Tanta legislación y regulaciones hacen que el ciudadano, el policía, el inversionista nacional o extranjero y hasta los gobernantes y algunos jueces, se pierdan en una maraña de funcionarios, reglamentaciones y trámites, sin saber cuál es en realidad el Derecho aplicable.
Es de tal magnitud nuestro exceso de material normativo, que hasta el mismo legislador no tiene claro cuál es el Derecho vigente y, al expedir una nueva legislación, no está en condiciones de indicar taxativamente cuáles son las leyes anteriores que quedan derogadas.
Luego de su promulgación, la norma debe ser conocida por sus destinatarios. Empero, son tan innumerables las regulaciones que existen, que resulta humanamente imposible que una persona siempre sepa que cumple con las exigencias del Estado.
La mayoría de las personas puede memorizar diez normas (como por ejemplo los diez mandamientos), pero nadie puede, incluyendo los abogados, saberse miles de normas y menos aún comprenderlas, pues nuestro ordenamiento jurídico está plagado de incoherencias, redundancias y antinomias, que crecen y se agravan con el aumento desordenado de la producción normativa.
Hay que empezar por reducir el número de normas, evitar su proliferación y desregular gran parte de la economía. La mejor fórmula para controlar la corrupción de la que, con razón e indignación nos quejamos tanto, no es con más regulaciones, funcionarios y poderes estatales, sino con muchos menos. Un Estado más austero y eficiente, sujeto a unas reglas básicas y con pocos funcionarios, capaces y bien seleccionados, es más fácil de vigilar y, por ende, las oportunidades de corrupción disminuirían drásticamente.

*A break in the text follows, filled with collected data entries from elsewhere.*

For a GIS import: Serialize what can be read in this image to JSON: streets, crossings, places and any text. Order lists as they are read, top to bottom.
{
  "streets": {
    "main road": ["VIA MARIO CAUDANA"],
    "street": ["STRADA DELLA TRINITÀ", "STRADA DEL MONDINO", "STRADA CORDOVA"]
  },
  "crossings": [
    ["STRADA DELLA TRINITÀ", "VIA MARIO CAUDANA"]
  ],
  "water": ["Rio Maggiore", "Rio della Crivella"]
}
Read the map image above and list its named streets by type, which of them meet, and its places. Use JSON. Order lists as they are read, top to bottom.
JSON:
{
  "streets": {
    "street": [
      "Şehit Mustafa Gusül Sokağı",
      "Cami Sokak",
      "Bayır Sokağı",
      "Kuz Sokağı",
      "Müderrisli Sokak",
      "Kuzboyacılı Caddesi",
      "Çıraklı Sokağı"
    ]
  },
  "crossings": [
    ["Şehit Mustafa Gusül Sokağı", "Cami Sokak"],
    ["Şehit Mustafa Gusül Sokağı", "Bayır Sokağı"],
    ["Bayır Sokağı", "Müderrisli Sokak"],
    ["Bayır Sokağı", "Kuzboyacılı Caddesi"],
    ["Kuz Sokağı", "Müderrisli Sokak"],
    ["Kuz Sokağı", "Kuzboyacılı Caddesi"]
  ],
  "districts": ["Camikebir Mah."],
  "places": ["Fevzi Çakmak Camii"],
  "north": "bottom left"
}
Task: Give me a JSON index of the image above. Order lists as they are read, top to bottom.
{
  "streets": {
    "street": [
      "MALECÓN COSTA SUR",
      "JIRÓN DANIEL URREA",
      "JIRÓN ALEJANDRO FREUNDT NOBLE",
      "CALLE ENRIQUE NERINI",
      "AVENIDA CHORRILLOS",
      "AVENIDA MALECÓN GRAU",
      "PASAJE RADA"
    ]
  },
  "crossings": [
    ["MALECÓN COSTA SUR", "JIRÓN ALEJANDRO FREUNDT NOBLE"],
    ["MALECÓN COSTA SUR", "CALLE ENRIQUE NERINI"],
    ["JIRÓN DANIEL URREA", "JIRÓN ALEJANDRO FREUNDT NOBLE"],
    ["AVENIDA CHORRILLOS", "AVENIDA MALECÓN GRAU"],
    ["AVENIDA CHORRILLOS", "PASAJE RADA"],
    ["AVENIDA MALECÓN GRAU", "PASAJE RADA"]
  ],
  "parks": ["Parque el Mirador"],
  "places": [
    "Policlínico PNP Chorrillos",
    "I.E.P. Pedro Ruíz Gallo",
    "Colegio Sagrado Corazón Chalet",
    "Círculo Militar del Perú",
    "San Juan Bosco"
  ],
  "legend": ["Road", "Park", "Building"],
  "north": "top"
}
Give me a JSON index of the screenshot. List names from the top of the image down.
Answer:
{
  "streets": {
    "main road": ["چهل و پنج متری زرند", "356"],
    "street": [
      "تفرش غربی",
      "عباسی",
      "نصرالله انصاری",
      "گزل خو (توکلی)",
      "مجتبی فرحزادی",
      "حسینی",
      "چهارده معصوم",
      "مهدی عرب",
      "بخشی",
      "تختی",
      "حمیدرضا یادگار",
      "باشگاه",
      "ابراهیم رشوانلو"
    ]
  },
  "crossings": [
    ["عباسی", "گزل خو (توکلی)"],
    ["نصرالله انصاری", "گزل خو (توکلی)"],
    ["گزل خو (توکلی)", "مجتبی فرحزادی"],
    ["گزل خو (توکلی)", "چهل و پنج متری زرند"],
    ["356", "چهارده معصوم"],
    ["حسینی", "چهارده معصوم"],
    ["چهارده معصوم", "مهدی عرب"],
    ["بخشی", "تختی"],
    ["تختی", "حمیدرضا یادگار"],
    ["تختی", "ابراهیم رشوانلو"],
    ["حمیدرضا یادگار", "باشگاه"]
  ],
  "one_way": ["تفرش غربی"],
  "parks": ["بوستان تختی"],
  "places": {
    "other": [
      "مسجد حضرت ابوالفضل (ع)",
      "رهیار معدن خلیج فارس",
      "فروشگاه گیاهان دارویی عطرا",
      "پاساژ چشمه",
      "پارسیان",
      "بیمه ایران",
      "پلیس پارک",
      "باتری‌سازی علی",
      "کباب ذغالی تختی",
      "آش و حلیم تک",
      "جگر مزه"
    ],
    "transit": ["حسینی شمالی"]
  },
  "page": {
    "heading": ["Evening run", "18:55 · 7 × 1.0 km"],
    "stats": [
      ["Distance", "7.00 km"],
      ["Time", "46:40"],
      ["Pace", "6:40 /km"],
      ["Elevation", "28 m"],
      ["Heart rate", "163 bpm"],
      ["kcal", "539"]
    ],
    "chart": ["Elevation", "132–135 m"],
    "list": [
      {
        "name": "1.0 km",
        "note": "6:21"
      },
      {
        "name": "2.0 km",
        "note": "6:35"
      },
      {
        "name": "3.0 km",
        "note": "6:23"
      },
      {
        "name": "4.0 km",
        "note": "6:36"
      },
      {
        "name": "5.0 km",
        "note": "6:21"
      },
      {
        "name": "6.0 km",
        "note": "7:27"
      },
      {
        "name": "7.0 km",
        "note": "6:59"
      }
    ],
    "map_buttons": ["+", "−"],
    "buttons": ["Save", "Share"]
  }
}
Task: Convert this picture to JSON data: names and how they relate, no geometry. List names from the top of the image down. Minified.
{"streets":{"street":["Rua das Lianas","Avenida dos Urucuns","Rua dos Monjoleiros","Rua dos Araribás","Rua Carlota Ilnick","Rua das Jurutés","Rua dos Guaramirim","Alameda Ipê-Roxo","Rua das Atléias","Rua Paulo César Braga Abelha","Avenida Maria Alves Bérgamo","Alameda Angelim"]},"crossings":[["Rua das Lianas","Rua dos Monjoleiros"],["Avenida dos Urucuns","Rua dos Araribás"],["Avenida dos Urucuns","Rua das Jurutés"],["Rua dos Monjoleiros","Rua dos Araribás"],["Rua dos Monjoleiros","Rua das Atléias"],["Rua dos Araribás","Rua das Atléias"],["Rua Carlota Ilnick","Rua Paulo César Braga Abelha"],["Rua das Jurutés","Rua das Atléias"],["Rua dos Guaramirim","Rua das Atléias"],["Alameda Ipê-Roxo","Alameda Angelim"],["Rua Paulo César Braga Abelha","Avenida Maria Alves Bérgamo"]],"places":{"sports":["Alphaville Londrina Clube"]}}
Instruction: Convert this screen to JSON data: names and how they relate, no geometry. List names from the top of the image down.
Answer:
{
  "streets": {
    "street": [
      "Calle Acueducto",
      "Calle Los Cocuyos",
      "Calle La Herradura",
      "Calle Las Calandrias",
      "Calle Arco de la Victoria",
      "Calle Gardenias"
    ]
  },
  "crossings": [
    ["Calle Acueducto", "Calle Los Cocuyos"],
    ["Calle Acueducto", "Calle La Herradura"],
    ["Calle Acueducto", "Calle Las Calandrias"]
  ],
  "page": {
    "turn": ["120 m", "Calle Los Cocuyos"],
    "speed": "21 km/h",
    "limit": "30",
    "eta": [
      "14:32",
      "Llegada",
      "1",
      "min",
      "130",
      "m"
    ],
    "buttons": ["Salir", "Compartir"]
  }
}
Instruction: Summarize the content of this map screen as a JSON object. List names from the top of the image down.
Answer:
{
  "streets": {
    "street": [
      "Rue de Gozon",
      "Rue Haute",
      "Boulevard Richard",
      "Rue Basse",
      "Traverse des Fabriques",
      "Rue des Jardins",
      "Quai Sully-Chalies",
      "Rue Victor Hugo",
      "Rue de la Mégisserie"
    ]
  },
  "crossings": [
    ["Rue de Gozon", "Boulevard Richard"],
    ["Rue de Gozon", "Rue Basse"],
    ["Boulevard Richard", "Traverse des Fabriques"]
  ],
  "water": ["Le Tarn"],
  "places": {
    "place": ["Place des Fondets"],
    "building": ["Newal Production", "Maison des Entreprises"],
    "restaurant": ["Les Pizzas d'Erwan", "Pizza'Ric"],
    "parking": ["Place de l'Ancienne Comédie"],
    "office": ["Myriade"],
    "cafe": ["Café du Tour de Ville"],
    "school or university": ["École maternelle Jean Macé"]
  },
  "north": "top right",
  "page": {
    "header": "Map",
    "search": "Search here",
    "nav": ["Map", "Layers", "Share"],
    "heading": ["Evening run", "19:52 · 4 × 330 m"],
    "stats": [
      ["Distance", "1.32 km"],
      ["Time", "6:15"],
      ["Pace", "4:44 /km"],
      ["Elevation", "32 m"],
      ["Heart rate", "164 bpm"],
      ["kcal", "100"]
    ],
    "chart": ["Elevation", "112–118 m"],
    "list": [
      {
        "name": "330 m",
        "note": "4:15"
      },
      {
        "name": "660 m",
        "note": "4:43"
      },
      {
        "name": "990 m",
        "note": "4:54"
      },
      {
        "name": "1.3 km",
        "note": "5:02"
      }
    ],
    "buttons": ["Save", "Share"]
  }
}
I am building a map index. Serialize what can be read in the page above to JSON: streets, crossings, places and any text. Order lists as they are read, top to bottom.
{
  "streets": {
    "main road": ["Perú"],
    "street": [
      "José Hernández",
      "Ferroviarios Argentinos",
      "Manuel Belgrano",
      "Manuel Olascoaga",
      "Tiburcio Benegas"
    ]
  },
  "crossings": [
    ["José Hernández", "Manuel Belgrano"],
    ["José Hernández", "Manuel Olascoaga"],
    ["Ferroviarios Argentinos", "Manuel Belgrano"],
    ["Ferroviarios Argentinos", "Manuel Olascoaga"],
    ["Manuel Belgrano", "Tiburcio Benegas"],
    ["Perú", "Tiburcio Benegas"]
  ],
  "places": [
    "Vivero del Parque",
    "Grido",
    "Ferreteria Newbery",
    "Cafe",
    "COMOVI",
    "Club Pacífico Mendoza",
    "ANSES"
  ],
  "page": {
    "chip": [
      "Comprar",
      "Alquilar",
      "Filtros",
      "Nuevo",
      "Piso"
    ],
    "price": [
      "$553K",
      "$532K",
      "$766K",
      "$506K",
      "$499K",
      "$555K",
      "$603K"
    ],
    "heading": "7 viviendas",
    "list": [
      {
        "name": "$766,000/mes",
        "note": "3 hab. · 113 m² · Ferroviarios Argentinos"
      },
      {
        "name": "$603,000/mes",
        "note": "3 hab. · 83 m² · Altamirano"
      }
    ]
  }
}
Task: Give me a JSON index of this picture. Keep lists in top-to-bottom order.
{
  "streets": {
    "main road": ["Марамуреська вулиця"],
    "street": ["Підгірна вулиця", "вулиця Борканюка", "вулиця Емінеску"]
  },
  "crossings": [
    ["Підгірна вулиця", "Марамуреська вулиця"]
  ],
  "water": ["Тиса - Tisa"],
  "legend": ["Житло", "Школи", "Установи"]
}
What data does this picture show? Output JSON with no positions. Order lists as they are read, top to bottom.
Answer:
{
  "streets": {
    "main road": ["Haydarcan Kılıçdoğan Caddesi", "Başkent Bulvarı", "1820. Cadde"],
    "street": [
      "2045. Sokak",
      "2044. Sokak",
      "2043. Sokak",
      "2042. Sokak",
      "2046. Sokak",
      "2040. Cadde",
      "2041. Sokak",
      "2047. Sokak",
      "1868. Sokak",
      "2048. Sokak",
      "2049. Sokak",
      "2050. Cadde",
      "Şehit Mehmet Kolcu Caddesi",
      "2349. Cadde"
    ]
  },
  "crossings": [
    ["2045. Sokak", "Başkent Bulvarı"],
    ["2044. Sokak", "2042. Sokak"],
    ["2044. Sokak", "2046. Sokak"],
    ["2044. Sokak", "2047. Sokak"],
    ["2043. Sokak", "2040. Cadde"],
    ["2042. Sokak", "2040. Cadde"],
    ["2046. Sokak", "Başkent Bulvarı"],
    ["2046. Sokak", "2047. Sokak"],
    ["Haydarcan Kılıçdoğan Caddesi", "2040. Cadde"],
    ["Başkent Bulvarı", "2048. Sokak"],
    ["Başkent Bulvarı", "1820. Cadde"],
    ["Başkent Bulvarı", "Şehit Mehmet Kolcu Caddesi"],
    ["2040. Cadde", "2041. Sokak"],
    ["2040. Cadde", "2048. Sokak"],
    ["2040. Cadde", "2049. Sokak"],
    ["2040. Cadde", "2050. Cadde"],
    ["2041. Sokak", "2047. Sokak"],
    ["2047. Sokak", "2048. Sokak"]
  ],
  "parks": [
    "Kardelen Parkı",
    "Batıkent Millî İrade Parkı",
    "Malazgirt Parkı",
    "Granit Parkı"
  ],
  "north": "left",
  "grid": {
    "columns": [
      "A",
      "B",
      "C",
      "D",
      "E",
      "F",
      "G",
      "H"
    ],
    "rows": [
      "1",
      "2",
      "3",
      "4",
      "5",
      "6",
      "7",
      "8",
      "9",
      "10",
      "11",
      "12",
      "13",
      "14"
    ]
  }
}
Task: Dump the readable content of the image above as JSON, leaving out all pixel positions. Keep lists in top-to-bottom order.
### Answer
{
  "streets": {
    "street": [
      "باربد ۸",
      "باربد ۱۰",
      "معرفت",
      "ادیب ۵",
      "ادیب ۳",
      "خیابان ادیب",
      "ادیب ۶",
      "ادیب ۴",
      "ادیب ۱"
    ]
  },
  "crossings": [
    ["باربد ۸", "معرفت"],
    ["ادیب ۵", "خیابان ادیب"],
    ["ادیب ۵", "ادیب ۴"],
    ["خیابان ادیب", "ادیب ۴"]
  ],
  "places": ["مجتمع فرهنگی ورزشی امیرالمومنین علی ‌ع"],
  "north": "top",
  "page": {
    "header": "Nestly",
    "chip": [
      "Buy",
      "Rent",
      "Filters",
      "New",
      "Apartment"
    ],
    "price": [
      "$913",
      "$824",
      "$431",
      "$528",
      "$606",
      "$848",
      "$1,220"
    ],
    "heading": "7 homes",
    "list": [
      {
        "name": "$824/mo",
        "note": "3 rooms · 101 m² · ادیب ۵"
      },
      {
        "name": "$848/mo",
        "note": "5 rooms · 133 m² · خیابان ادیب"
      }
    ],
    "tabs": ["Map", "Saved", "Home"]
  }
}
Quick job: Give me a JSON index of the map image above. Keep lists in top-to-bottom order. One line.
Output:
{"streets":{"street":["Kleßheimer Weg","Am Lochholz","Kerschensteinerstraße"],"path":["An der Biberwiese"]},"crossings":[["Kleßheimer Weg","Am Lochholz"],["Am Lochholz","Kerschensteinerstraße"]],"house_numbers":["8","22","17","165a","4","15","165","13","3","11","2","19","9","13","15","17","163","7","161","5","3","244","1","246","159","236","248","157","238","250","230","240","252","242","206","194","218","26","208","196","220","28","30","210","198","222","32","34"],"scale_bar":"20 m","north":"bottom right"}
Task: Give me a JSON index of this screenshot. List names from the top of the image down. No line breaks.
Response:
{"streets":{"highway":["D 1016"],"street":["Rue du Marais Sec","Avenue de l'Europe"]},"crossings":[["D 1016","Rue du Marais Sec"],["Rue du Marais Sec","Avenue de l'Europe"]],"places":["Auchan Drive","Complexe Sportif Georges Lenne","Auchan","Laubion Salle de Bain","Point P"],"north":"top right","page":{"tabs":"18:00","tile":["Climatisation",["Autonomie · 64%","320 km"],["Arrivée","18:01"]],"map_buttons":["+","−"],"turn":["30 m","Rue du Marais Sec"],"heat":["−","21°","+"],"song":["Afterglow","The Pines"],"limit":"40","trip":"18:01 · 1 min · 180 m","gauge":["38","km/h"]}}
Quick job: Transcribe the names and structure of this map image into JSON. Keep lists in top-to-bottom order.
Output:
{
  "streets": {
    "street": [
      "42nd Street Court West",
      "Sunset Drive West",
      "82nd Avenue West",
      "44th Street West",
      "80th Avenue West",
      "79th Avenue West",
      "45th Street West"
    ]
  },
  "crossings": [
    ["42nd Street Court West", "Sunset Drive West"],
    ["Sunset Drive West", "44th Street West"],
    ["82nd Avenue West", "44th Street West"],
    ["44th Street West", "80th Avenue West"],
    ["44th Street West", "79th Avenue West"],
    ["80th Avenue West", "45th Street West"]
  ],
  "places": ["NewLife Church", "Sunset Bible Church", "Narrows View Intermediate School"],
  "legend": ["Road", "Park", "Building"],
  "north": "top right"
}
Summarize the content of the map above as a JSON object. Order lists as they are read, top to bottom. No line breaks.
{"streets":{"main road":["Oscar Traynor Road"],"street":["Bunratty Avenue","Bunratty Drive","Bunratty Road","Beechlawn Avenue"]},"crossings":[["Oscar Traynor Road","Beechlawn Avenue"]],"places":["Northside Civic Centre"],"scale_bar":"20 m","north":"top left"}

Un país próspero y libre no es el producto de la multiplicación de la legislación y la burocracia. Sucede donde se respeta la propiedad y la iniciativa privada, donde hay estabilidad y seguridad jurídica, donde hay un vigoroso y productivo tejido empresarial y donde unos servidores públicos respetados y respetables hacen cumplir unas mínimas reglas, comprensibles para todos.